My parents had been married for a little more than a quarter century when they pulled the plug. When I talk about it, I say that I’d thought we’d beaten the odds — most of my friends came from divorced families, and I felt like we were the rare exception that had made it through. I mean, shit, my parents were married when they were 20 and 21, and had me, premature and unlikely to live more than a few days, just months later. They were still kids when they had my middle sister, and not even out of their 20s when my baby sister came along. We moved up and down the East Coast, then away to Denver when I was 8, to LA when I was 10, and back to Colorado on my 14th birthday. And, through it all, my parents, though they fought here and there, were, at least in my eyes, a model of love and affection.
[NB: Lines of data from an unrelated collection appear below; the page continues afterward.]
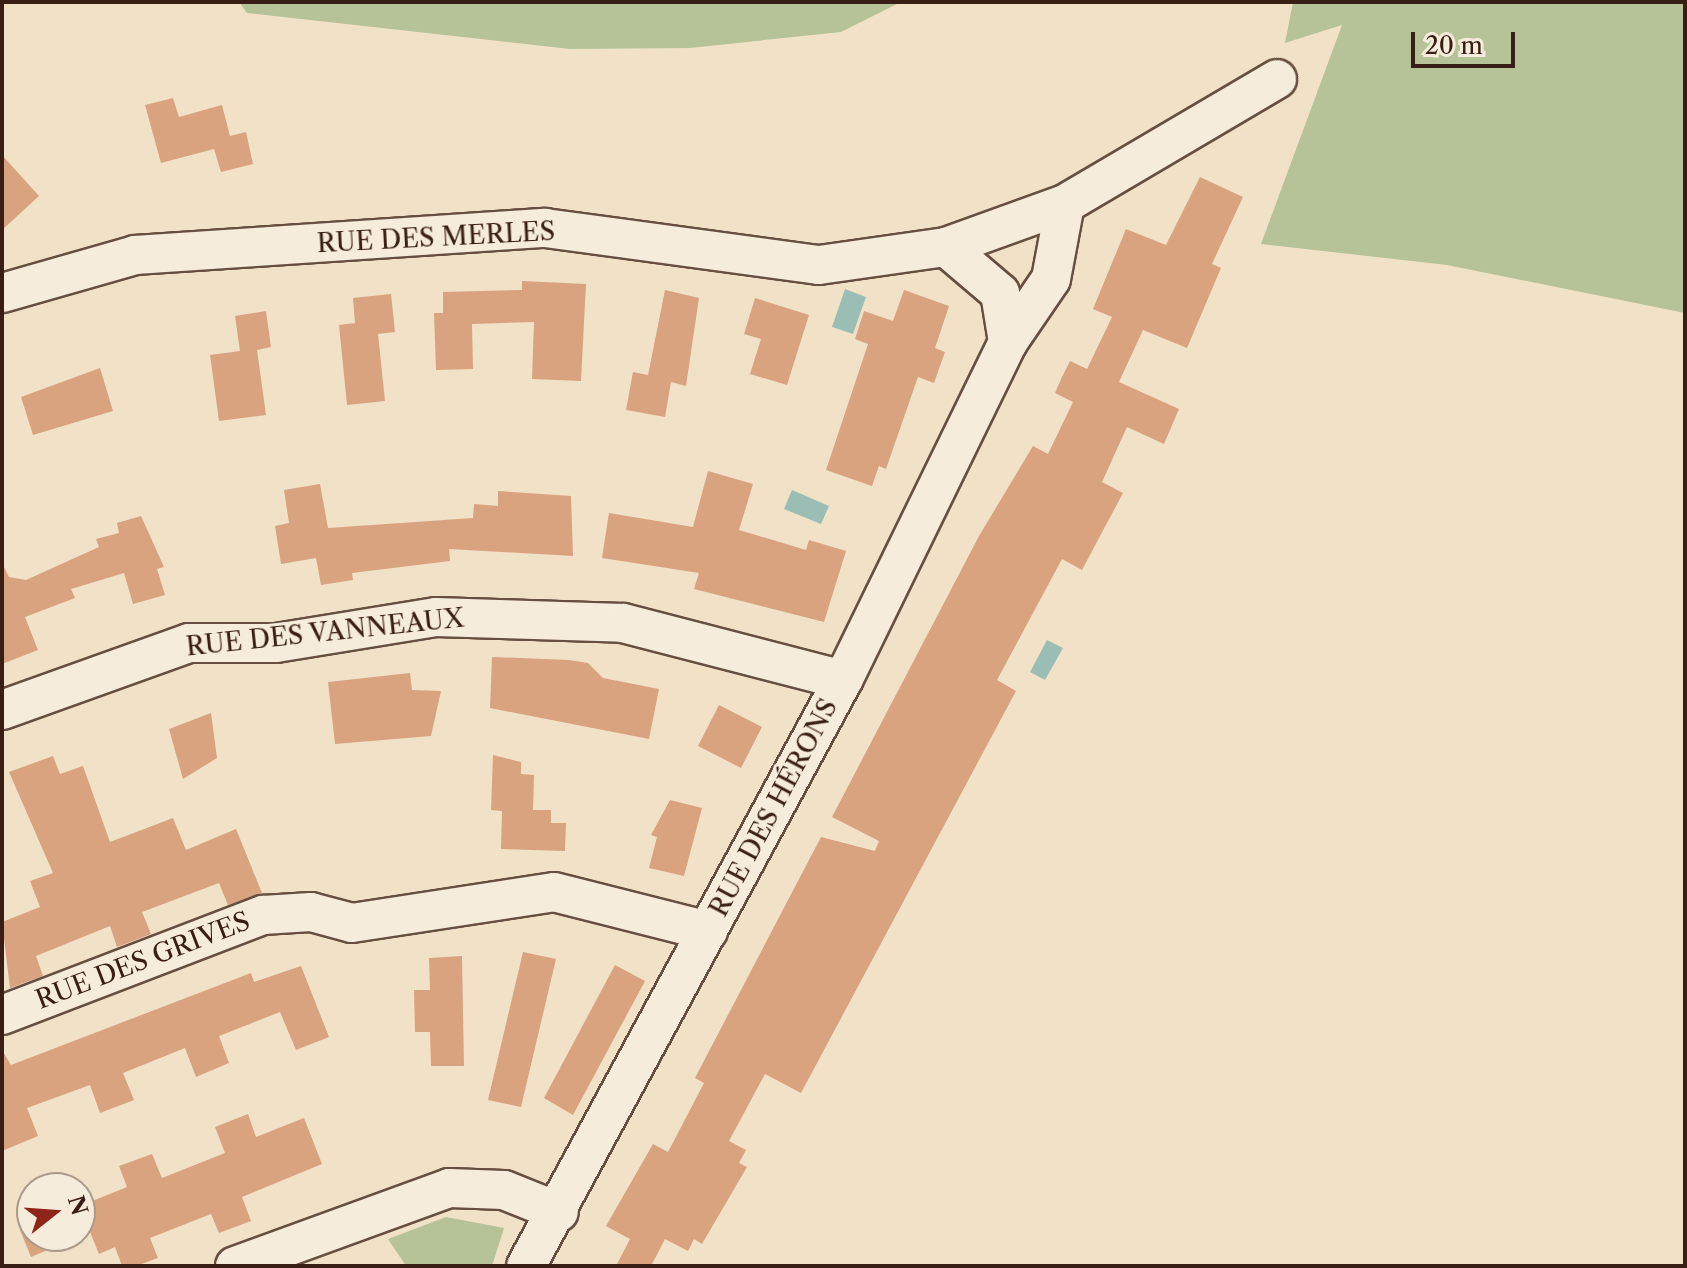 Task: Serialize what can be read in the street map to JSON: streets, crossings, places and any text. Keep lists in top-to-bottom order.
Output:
{
  "streets": {
    "street": [
      "RUE DES MERLES",
      "RUE DES VANNEAUX",
      "RUE DES HÉRONS",
      "RUE DES GRIVES"
    ]
  },
  "crossings": [
    ["RUE DES VANNEAUX", "RUE DES HÉRONS"],
    ["RUE DES HÉRONS", "RUE DES GRIVES"]
  ],
  "scale_bar": "20 m",
  "north": "right"
} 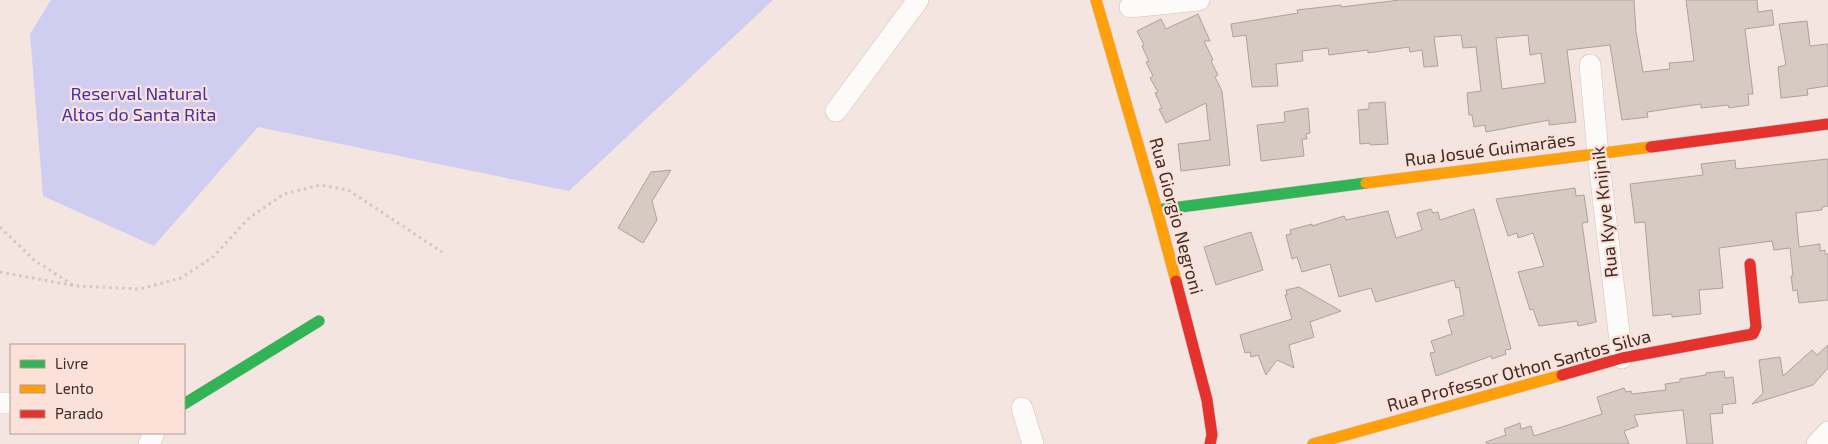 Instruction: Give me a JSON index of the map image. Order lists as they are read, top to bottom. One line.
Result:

So when my father and I met for lunch one day, something we’d do every few weeks, I was surprised by the news, but not altogether shocked. To make some extra bucks, my mother had been working as a traveling nurse all over the country, staying in nursing shortage areas like Fresno and Sacramento for months at a time, and every time she returned, she was more worldly and independent than before. I could see that she was becoming her own person, defining herself outside the context of a relationship that had kept her in a little box since she was a teenager, and I couldn’t help wondering what would happen if she found herself back in the house with my dad.

I remember the day Mom drove off to Sacramento, where the hospital she’d been working for had offered her a permanent position. I know she was feeling devastated, leaving my high school-aged youngest sister and my dad to fend for themselves. I’m trying to piece together where we met — I think it was at a park and ride on the outskirts of the city, just off the highway she’d take westwards. Her car was loaded up with items she’d bring to her little apartment; the whole back seat was stacked with boxes and clothing…26 years of stuff whittled down to whatever could fit into her Ford Tempo. I remember Bonnie Raitt’s “I Can’t Make You Love Me” playing, plaintive and heartbreaking. I remember that it was a cloudy, grim sort of day, the mountains barely visible in the distance. And I remember my mother’s tears as she hugged me goodbye.

Thinking about it now, I imagine the torrent of feelings that must of been wheeling through her heart at that moment — wracking guilt over leaving her children, maybe some doubt about ending a lifetime of love with my father, a sense of devastation at everything she was giving up, and then, if I’m not mistaken, that heart-pounding feeling of possibility, of liberation, of an adventure that could go anywhere.

My parents have never really talked to me about the divorce — I was out of the house, dealing with my own relationship, and I think they believed it wouldn’t affect me like it did my sisters. Of course it did, in ways none of us would have guessed.

But here’s where April threw me a curveball this year.

My father sent me a text wishing me a happy Passover, adding that he and his wife would be at my mother and her husband’s house for the first night of the holiday — for first seder.

Both of my parents remarried within a few years of the divorce — my mother met a man in Sacramento and stayed there; my father met someone in Albuquerque and moved there to be with her. A few years ago, though, my father was transferred to Sacramento, and he and his wife moved within 10 minutes of my mother.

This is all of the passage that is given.